The ODT reports:
He was commenting as councillors received an annual report from the Dunedin District Licensing Committee, covering its work for the year to June.
The report noted the council’s watered-down local alcohol policy has been referred back to the Alcohol Regulatory and Licensing Authority (ARLA) for approval.
The policy was stripped of key changes earlier this year after being successfully appealed by a group including supermarket chains and liquor stores, leaving only uncontested aspects of the policy to be rolled out in Dunedin.
Mr Cull, speaking at yesterday’s meeting, said he wanted to reiterate the approach to local alcohol policies (LAPs) nationally effectively put commercial interests ahead of community wellbeing.

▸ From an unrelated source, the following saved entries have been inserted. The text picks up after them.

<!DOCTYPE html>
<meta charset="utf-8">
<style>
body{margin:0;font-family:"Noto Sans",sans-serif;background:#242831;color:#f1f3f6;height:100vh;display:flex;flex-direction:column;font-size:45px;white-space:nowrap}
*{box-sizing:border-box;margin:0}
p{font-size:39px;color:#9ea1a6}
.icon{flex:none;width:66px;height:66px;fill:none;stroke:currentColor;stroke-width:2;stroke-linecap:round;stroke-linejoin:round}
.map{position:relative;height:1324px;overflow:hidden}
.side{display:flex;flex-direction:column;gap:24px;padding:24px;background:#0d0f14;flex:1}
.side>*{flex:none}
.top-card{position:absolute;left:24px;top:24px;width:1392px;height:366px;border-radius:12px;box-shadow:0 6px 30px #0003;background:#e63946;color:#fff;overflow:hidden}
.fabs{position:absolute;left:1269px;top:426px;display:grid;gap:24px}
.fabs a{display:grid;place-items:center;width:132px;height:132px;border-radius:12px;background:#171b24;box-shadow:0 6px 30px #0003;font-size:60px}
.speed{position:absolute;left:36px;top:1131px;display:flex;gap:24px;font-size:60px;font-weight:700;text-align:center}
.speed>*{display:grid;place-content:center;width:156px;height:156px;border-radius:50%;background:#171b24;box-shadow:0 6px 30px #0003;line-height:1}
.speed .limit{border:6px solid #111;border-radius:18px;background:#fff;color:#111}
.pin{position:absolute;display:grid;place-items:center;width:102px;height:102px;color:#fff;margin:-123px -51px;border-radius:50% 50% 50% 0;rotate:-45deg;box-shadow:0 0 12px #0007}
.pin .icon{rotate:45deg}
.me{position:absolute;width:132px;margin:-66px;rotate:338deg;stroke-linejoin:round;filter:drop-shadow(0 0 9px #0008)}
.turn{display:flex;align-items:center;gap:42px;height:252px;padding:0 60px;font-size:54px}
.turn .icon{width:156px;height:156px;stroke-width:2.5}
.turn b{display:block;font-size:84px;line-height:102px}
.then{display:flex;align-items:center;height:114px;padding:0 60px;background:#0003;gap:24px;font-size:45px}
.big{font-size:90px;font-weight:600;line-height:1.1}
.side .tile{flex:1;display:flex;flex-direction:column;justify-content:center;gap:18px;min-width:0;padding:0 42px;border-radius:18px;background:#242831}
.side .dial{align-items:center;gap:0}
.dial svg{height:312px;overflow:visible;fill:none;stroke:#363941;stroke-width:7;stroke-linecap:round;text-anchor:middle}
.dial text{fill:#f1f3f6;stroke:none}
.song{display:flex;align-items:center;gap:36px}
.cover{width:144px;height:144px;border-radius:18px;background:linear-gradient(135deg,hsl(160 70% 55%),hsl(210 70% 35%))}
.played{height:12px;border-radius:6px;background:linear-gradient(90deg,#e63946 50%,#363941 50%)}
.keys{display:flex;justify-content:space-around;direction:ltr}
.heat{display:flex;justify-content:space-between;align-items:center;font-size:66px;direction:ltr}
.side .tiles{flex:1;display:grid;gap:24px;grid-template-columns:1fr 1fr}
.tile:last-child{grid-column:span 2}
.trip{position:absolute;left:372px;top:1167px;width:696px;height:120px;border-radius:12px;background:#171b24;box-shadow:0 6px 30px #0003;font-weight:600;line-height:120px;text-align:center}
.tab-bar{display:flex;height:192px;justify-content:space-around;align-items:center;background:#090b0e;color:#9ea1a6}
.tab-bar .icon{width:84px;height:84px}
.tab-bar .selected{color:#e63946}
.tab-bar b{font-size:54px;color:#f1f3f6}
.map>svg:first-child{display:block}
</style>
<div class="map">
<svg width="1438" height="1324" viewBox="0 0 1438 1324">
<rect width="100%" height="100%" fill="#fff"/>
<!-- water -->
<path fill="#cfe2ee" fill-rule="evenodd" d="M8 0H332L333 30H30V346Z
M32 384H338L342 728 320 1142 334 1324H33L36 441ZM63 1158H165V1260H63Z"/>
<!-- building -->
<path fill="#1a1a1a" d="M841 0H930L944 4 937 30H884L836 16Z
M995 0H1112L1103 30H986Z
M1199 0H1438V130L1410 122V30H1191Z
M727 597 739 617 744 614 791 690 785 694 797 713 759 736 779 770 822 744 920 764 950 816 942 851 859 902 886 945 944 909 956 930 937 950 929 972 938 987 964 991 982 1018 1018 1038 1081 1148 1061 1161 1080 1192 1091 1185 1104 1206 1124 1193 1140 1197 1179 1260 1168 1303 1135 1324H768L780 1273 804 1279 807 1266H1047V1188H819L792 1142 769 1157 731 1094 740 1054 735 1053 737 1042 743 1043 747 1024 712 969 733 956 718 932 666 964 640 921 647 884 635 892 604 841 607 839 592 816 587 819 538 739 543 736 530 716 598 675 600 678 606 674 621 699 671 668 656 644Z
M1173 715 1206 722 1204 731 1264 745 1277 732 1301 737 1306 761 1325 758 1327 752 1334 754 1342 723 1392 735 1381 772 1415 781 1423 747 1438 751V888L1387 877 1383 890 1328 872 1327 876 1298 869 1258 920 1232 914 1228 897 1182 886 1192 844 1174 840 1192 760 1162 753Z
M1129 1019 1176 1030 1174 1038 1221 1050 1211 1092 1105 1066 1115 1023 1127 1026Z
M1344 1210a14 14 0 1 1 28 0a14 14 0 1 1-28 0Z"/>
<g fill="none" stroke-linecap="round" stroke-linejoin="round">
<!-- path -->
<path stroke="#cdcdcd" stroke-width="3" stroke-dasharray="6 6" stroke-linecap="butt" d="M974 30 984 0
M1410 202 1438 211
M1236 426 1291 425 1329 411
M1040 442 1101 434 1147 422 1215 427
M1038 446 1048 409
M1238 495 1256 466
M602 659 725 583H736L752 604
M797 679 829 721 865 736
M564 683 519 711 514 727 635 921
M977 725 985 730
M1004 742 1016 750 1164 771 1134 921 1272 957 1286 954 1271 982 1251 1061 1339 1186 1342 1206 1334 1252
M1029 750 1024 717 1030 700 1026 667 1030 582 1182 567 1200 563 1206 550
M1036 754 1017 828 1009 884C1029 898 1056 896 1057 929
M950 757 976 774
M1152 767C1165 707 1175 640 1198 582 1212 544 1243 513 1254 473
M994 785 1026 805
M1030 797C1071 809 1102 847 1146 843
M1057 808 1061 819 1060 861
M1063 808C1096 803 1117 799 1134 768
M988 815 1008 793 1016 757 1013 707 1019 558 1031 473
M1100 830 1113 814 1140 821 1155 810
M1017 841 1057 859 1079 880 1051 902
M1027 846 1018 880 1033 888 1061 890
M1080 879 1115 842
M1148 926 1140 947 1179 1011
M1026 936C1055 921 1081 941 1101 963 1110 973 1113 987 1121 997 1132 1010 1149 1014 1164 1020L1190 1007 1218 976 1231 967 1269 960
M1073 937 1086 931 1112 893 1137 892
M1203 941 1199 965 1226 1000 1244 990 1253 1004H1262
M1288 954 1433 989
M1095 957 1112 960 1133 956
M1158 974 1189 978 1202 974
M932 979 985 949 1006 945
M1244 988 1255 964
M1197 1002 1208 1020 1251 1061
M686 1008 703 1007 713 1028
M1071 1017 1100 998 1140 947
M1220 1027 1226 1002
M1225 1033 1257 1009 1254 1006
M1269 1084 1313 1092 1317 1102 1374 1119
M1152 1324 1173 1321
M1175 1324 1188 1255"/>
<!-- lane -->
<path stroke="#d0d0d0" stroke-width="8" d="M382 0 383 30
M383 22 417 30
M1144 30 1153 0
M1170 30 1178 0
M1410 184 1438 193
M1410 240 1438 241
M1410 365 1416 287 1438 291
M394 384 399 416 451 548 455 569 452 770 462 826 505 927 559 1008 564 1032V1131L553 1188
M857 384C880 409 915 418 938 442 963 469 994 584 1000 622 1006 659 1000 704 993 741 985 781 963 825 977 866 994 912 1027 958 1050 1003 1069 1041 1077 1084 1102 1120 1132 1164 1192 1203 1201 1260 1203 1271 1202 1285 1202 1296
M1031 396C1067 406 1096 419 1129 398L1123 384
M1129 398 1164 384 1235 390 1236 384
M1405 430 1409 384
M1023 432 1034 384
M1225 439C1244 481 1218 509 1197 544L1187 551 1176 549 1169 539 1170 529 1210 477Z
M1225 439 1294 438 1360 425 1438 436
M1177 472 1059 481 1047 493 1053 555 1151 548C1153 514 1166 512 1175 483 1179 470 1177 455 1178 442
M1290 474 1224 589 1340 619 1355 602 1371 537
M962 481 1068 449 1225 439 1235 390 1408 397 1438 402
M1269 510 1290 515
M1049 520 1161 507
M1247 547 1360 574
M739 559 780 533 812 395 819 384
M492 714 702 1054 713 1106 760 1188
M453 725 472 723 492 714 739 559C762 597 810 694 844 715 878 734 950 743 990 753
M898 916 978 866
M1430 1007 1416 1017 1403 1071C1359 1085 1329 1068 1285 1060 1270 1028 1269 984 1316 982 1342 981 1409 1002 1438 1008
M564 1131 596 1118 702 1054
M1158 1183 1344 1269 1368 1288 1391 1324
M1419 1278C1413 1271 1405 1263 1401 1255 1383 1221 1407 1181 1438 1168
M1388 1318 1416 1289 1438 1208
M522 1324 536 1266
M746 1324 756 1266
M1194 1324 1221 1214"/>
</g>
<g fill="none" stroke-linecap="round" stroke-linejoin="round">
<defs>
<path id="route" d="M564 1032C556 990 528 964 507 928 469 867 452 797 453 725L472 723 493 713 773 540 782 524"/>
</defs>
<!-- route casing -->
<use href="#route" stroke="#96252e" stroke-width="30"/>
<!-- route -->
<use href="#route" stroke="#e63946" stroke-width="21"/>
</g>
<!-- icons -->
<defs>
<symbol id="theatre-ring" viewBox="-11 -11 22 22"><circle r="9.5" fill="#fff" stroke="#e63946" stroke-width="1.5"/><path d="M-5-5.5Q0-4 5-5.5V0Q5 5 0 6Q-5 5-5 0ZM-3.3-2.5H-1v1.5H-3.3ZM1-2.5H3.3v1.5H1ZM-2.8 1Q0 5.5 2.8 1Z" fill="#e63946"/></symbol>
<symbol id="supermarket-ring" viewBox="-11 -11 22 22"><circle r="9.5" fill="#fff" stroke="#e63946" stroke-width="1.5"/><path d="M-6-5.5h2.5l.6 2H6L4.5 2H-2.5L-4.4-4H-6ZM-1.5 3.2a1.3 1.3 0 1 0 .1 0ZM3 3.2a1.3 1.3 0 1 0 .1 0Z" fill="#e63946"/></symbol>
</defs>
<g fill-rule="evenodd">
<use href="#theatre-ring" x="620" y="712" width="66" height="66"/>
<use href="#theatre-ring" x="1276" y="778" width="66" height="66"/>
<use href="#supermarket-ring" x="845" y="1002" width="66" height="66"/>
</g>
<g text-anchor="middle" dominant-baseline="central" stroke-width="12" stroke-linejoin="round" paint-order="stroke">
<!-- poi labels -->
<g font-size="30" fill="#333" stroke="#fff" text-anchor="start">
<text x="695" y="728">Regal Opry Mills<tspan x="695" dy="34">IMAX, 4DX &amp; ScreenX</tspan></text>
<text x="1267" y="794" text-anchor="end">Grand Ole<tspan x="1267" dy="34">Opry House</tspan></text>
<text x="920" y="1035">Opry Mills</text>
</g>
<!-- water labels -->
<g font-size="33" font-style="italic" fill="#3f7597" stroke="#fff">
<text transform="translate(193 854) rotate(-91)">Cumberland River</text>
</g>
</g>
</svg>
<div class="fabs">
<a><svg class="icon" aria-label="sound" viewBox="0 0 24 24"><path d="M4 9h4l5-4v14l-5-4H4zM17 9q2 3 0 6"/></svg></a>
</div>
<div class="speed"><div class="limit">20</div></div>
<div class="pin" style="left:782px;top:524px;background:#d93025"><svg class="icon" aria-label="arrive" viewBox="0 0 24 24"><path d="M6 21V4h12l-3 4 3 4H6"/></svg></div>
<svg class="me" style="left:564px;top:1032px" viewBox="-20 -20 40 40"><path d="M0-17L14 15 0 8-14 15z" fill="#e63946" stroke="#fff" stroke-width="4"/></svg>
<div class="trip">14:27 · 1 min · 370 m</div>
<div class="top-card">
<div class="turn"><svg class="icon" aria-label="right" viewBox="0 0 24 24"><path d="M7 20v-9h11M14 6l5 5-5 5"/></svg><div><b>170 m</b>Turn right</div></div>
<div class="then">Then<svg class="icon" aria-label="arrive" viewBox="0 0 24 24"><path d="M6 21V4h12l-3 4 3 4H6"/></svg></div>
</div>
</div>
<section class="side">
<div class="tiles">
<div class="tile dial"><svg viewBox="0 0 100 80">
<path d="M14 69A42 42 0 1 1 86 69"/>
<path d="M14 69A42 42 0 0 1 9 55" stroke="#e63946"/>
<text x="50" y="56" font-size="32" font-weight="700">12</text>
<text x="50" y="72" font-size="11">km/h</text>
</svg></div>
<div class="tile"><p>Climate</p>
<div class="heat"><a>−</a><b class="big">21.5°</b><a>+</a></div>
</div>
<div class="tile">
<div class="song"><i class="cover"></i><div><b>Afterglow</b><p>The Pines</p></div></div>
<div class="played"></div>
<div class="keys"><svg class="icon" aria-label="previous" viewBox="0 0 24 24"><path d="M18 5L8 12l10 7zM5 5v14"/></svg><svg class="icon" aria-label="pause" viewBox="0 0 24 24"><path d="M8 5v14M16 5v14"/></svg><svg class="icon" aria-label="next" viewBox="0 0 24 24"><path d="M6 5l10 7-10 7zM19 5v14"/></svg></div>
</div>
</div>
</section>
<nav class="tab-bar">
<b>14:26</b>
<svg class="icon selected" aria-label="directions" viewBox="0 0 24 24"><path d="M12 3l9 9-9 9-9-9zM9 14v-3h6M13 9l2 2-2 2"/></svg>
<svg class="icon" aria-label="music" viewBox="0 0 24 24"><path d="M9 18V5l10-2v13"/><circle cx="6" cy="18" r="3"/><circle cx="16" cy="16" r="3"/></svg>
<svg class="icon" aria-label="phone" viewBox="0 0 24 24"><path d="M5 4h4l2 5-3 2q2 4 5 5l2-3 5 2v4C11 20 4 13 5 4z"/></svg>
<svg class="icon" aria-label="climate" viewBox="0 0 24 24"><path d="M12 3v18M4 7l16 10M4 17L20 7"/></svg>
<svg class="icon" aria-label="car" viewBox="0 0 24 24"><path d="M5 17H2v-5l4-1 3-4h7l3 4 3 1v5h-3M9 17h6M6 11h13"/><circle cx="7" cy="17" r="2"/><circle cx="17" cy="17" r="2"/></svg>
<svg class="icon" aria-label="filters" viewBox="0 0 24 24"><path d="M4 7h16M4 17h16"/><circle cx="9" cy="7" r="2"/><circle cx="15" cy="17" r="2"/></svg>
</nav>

The burden of proof was on councils to prove their policies would reduce alcohol-related harm, despite an earlier royal commission having already identified the factors exacerbating that harm, he said.
What Cull doesn’t like is the law requires that little thing called evidence. He thinks Councils should have the power to impose whatever restrictions the politicians like, regardless of evidence.
If you want to stop mums or dads being able to buy a bottle of wine at a supermarket at 9.30 pm while they do their weekly groceries shop, you have to have evidence that being able to buy wine from a supermarket at that time causes harm.
Councils have lost most of the appeals because either to Councillors or staff have ignored the law. They’re blaming the law, but they should blame themselves.